To do
Where a line holds the word "center", copy it from the records.

(Dataset items)
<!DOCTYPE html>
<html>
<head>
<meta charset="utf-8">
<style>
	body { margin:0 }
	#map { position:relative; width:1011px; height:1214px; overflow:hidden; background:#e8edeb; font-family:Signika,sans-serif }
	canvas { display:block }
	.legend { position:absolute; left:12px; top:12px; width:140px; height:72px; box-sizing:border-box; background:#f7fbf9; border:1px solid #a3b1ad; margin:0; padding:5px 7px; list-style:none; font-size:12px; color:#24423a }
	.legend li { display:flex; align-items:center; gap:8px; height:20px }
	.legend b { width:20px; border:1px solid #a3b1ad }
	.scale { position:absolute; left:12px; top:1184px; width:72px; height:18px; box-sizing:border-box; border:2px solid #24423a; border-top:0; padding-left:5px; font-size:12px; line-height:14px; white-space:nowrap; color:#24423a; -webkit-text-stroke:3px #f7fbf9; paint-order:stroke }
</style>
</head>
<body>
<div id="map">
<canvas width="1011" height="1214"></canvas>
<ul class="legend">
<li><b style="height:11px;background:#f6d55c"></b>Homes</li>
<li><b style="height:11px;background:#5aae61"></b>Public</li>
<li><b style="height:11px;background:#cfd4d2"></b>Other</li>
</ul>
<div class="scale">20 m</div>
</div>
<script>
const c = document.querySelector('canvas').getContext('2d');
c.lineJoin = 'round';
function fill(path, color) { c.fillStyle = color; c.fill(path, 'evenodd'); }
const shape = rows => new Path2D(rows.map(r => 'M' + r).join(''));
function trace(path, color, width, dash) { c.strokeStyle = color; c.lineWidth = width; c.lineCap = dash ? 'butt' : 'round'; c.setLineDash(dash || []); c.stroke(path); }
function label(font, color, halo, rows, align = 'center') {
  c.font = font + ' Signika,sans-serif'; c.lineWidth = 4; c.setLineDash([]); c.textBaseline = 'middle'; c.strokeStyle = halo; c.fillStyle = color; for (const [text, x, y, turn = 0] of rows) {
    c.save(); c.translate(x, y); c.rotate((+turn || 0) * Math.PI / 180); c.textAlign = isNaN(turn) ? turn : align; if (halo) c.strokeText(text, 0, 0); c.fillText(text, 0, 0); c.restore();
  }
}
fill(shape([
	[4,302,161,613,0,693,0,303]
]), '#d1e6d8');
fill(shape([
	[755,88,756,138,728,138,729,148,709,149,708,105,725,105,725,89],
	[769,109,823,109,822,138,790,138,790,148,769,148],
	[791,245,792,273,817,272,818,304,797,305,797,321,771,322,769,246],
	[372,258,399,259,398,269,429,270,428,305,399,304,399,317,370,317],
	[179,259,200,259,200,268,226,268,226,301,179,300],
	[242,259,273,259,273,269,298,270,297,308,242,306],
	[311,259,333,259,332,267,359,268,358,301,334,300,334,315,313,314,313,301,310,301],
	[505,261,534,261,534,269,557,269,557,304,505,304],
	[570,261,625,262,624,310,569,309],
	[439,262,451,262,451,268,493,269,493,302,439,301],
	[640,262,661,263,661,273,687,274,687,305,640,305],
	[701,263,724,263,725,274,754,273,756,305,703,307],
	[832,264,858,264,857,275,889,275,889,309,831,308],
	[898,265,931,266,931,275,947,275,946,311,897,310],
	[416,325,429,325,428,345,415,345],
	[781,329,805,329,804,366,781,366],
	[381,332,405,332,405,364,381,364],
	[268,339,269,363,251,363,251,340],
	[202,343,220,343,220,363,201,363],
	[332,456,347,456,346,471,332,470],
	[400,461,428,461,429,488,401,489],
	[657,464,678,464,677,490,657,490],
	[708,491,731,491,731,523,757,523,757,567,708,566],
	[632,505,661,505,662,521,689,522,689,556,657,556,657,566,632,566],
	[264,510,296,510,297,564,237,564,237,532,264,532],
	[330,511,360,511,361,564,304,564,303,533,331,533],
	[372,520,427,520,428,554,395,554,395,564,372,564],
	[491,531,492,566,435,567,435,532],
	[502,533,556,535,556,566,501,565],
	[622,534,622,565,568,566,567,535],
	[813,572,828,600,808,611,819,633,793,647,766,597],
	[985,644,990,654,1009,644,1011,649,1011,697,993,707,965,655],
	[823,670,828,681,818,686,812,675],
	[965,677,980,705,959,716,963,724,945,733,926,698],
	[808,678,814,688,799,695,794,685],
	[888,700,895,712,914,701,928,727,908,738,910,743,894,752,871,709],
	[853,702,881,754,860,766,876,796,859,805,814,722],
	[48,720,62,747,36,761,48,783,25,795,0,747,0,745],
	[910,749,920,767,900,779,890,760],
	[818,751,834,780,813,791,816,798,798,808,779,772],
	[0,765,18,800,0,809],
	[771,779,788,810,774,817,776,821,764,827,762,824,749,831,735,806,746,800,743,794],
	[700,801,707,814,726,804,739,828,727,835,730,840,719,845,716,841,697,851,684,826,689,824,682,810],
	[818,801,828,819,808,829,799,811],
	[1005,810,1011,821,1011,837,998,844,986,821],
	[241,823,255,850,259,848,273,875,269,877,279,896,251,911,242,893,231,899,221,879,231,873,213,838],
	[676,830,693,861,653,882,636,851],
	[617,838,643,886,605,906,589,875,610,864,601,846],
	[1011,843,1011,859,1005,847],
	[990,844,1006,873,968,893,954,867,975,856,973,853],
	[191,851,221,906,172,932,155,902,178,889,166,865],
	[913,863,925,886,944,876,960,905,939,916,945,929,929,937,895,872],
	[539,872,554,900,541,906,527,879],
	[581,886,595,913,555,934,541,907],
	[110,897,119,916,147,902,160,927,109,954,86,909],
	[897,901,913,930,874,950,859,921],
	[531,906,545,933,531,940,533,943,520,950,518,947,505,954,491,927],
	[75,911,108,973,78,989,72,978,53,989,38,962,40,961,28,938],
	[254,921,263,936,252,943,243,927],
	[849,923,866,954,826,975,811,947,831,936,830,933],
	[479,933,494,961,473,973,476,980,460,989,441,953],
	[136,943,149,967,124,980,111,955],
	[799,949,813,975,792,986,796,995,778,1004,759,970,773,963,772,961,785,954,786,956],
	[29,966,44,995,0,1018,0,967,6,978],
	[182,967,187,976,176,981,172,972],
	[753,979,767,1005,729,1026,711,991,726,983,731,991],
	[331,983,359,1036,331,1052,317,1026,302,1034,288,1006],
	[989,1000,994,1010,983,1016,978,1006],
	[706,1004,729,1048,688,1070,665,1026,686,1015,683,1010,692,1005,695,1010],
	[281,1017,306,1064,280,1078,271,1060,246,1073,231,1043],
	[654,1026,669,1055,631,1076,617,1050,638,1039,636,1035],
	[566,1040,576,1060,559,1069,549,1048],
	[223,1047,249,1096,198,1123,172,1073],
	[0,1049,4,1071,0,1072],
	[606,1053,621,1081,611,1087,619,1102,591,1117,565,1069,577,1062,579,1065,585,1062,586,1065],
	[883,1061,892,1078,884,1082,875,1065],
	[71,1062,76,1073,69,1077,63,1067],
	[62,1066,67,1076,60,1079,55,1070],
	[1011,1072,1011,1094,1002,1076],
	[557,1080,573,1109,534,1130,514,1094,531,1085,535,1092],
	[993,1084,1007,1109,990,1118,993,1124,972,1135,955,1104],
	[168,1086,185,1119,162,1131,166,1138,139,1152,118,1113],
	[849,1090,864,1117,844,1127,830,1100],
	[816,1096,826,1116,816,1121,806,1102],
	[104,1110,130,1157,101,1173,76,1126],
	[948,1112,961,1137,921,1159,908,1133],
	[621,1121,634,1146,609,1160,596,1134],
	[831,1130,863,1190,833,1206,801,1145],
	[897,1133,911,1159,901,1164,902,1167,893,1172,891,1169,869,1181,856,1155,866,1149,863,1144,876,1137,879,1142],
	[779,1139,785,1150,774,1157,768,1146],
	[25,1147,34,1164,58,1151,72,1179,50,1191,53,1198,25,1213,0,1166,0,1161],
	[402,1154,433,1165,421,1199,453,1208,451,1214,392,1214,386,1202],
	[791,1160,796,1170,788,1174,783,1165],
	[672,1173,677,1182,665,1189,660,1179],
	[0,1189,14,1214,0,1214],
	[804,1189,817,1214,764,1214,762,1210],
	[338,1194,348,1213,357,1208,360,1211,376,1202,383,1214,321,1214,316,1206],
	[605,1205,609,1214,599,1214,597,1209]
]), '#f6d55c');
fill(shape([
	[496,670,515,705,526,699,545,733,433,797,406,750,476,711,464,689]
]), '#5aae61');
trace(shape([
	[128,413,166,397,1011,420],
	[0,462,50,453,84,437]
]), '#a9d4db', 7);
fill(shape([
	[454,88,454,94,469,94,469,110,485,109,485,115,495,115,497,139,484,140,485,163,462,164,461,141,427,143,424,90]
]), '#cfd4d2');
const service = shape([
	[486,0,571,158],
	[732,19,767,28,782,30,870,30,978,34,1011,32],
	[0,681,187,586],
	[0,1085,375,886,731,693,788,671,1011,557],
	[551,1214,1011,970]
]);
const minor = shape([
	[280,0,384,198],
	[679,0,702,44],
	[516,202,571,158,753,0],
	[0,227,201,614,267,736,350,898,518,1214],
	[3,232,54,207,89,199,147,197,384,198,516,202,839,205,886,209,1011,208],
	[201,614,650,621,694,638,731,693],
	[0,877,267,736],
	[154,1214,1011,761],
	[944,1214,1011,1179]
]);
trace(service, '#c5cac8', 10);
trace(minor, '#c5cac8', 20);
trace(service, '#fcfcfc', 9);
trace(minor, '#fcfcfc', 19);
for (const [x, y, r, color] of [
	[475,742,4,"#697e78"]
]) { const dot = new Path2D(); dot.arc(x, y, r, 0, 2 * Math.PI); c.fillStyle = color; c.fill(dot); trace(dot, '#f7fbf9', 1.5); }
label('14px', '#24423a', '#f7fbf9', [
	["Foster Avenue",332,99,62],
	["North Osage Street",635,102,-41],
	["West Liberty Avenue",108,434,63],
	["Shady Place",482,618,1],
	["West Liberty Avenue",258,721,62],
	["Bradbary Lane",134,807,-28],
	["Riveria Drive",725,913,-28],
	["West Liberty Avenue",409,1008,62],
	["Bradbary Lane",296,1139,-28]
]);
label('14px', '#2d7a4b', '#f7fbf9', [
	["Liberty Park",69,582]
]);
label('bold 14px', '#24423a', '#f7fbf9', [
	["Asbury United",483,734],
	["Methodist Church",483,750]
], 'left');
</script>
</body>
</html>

Exercise output
	.legend li { display:flex; align-items:center; gap:8px; height:20px }
function label(font, color, halo, rows, align = 'center') {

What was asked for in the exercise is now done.